Le maréchal s’élança vers son appartement.

— Malepeste ! grommela Pardaillan. Chez le roi !… C’est-à-dire chez la bonne reine Catherine ! la digne femme qui m’a fait jeter à la Bastille, et qui va s’empresser de me faire saisir !… Décidément, j’étais destiné à vivre sous la tutelle du vénérable Guitalens !… Allons, il n’y a pas à s’en dédire !… J’irai au Louvre !

Un quart d’heure plus tard, le maréchal reparut.

Il avait revêtu son grand costume d’apparat et portait ses ordres. Le collier d’or à longue chaîne passé au cou, toque noire à plume blanche, pourpoint et chausses de soie noire, manteau court en soie grise doublé d’hermine, hautes bottes montantes ; mais au lieu de l’épée de parade à poignée enrichie de diamants, il avait ceint le lourd estramaçon de guerre, à poignée de fer en croix. Pâle dans la blancheur de la collerette, le maréchal avait dans ce costume, qui seyait à sa haute taille et à sa vaste carrure, un peu de cette majesté rude qu’on avait tant remarquée jadis chez le connétable. Il apparaissait bien comme un Montmorency, comme le type du grand seigneur de l’époque, d’une âpre fierté, capable de traiter presque d’égal à égal avec le roi.

Il fit signe au chevalier de le suivre.

Dans la cour attendait un carrosse que le maréchal avait donné l’ordre d’atteler, en même temps qu’il commandait aux laquais de s’apprêter.

Le carrosse attelé de quatre chevaux noirs, avec son piqueur en tête, avec ses deux postillons, avec ses quatre laquais debout à l’arrière, tous portant le costume de cérémonie aux armes de Montmorency, avait grande allure.

Le maréchal et Pardaillan y prirent place ; devant eux, sur la banquette, s’assirent quatre jeunes pages en costume de satin blanc, au pourpoint armorié sur la poitrine.

L’énorme véhicule s’ébranla au pas et sortit de l’hôtel tandis que les douze gens d’armes présentaient les armes. Lentement, il se dirigea vers le Louvre et, sur son passage, les gens se disaient :

— Voici monsieur le maréchal qui s’en va faire sa cour à Sa Majesté…

Pendant le chemin, François de Montmorency et Pardaillan ne se parlèrent pas.

Le maréchal était tout à ses sombres réflexions, et le chevalier, impressionné, quoi qu’il en eût, par cet appareil magnifique, ne songeait pas sans émotion qu’il allait se trouver en présence du roi de France.

On arriva au Louvre.

Et le bruit de la visite que le maréchal de Montmorency faisait au roi se répandit aussitôt dans cette sorte de petite ville potinière et cancanière qu’était le somptueux palais des rois de France.
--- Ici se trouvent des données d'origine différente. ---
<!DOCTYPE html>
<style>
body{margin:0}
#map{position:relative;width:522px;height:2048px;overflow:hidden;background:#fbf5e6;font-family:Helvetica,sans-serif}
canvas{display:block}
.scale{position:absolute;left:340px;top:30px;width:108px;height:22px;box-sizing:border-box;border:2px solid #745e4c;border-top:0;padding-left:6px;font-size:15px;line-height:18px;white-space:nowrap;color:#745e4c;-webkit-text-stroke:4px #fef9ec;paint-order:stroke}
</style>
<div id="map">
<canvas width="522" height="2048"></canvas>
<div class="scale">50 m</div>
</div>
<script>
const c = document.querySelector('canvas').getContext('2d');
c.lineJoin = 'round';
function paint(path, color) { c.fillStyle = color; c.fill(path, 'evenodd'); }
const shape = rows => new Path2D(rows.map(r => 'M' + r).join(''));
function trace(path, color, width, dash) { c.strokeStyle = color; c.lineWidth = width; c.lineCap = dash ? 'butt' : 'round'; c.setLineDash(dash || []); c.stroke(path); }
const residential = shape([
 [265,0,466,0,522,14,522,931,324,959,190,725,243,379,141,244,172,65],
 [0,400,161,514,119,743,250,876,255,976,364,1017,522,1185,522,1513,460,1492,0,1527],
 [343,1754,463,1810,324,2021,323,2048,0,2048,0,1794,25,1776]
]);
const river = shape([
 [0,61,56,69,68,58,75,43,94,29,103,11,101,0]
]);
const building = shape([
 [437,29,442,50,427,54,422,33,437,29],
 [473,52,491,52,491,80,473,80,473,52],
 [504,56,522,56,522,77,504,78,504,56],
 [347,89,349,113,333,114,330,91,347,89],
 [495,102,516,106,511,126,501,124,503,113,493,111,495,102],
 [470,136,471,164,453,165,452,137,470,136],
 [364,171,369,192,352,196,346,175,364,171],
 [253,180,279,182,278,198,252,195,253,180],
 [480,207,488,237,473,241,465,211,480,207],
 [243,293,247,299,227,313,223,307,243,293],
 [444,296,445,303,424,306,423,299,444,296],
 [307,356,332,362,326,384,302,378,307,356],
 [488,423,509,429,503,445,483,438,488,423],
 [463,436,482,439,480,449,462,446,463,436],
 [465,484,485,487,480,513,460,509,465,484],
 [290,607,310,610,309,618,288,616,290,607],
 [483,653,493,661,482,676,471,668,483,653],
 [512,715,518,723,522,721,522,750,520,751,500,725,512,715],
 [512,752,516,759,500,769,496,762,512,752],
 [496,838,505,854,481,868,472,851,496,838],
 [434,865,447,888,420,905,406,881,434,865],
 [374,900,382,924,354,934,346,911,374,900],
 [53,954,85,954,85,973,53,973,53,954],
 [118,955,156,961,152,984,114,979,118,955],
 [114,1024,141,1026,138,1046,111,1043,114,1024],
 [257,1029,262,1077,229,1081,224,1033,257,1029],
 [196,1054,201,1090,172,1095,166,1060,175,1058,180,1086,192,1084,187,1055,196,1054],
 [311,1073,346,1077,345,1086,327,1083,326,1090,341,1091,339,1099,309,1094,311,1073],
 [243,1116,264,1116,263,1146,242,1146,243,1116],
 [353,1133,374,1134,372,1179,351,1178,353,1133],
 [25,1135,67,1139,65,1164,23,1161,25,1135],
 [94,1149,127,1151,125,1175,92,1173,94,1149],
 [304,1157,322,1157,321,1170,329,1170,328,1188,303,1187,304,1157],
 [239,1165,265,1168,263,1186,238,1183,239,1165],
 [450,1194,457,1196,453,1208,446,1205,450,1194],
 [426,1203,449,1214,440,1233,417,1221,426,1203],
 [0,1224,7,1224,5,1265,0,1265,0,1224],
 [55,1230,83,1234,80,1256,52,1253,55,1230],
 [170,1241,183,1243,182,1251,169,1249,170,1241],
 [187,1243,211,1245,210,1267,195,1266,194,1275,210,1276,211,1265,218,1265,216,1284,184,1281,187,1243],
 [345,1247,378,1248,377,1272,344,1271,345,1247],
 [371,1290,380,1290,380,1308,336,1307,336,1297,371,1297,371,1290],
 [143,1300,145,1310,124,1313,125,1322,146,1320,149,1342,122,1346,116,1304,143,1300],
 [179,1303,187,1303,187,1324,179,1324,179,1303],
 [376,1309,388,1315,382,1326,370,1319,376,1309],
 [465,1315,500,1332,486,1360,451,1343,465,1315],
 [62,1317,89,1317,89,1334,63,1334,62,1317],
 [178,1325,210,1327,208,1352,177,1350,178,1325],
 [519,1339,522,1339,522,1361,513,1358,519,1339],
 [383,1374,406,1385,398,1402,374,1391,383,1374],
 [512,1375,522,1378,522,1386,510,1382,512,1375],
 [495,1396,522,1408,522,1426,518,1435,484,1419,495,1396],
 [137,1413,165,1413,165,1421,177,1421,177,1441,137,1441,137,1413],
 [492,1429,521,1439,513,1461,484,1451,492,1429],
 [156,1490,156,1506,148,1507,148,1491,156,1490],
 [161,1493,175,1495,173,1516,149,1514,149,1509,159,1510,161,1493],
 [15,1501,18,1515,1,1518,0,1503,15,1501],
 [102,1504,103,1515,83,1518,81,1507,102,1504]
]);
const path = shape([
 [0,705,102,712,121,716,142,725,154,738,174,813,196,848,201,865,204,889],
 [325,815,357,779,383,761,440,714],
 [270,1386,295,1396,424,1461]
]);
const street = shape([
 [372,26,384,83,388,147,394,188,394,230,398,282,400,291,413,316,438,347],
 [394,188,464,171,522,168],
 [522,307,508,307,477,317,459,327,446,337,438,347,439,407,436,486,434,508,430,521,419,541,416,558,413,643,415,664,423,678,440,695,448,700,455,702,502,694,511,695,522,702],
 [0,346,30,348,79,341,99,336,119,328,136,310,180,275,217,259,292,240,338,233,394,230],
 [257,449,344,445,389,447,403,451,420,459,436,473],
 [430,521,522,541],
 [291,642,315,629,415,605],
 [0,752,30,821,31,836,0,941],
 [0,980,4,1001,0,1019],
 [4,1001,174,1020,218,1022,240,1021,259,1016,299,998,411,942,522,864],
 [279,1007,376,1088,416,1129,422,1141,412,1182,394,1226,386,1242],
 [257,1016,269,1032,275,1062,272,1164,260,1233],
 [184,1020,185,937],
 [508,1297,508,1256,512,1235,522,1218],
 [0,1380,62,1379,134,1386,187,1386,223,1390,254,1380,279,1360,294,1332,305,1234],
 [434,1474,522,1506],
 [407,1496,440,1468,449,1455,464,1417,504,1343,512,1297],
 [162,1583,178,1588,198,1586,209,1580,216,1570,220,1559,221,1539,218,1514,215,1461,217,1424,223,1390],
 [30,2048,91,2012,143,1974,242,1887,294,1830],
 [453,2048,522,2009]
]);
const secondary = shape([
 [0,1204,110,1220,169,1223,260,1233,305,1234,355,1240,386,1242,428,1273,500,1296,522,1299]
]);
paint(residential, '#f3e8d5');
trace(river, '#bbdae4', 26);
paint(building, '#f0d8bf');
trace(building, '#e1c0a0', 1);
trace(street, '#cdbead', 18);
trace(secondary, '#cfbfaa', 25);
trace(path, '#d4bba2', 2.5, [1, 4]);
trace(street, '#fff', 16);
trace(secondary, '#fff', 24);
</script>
En effet, l’énorme colosse de pierre abritait dans ses flancs toute une population nombreuse, ennuyée d’étiquette, compassée en apparence, mais bouleversée par les passions de toute nature qui couvaient dans ce microcosme. Des drames, des comédies, des amours violentes ou poétiques, des adultères, des duels, des meurtres, des intrigues s’élaboraient dans cette fournaise ; et les visages fardés selon la mode gardaient sous leur artificielle rigidité, sous l’impassibilité qui leur était un autre fard, une sorte de curiosité incessante, une inquiétude sourde qui donnaient aux regards d’étranges lueurs : tous ces gens couverts de soie et la figure peinte, avaient les allures sournoises de masques ou des attitudes de spectres.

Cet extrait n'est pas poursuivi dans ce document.